Dissertation
THEY WOULD “ACCESS CANADA AT A USUAL AND ACCUSTOMED GATHERING PLACE”: CULTURAL SURVIVAL AND PRESERVATION ACROSS THE US-CANADA BORDER BY THE SINIXT NATION AND THE CONFEDERATED TRIBES OF THE COLVILLE RESERVATION
Doctor of Philosophy (PhD), Washington State University
01/2020
Handle:
https://hdl.handle.net/2376/111248
Abstract
This dissertation researches transnational connections of Indigenous Peoples in the western borderlands of the United States and Canada. The dissertation focuses on attempts of cultural preservation in this cross-border setting with a specific focus on the traditional Sin-Aikst People who are today represented by the unrecognized Sinixt Nation in Canada and the Lakes Peoples of the Confederated Tribes of the Colville Reservation. The role of women in these cross-border movements for cultural preservation are a main focus of the dissertation. Geographically the research focuses on the western United States and Canada along the U.S.-Canadian border in British Columbia and Washington State.
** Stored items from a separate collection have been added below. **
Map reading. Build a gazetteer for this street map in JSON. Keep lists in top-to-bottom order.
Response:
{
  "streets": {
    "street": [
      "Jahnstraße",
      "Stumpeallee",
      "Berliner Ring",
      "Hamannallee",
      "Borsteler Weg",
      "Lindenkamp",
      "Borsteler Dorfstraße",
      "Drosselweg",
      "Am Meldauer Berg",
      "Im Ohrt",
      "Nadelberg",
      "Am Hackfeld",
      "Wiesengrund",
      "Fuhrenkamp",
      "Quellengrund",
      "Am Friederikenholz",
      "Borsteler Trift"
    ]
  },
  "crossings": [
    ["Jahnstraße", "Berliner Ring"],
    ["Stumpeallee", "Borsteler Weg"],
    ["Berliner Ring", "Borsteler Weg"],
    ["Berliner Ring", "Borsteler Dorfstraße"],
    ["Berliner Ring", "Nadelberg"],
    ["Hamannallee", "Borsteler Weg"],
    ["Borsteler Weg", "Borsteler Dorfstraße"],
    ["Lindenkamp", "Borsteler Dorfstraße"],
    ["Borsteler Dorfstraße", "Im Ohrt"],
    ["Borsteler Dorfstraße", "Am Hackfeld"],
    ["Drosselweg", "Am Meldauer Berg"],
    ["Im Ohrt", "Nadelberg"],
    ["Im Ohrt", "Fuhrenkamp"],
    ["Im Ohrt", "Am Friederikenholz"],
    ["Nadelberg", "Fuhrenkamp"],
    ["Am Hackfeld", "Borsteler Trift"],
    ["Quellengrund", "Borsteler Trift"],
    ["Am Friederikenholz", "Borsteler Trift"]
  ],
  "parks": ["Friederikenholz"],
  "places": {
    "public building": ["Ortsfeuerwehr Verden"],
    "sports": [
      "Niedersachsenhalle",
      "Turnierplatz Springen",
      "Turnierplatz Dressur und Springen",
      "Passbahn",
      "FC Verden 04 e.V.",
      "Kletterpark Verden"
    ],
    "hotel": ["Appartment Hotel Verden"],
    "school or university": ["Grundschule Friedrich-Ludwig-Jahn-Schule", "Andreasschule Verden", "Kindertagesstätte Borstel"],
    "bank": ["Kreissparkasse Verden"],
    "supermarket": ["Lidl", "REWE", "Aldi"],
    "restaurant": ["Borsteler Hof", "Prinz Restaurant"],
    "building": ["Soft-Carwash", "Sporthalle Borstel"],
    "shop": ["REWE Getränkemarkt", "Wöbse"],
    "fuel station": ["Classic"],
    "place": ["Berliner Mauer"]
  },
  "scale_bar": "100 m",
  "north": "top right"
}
The United States and the British Empire established the border between the western United States and Canada with the Anglo-American Convention of 1818 and the 1846 Oregon Treaty. Women played significant roles in preserving Indigenous cultures and languages, but their roles have mostly been overlooked by scholars. The tribal connections across the U.S.-Canadian border impacted the way those women protected their cultural heritage. They learned from each other about traditions, legends, folktales, and through this were able to protect their cultural heritage for future generations. The experience of women like Mourning Dove was immensely impacted by the different timelines of assimilation attempts in the western United States and Canada, as Mourning Dove was able to access traditional Sin-Aikst knowledge more freely on the Canadian side of the border than on the United States side. The dissertation adds to the historiographies of transnationalism with its focus on “transnational” Indigenous communities crossing the U.S.-Canadian border and the resistance across international boundaries towards assimilation attempts in the United States and Canada during the nineteenth and twentieth centuries.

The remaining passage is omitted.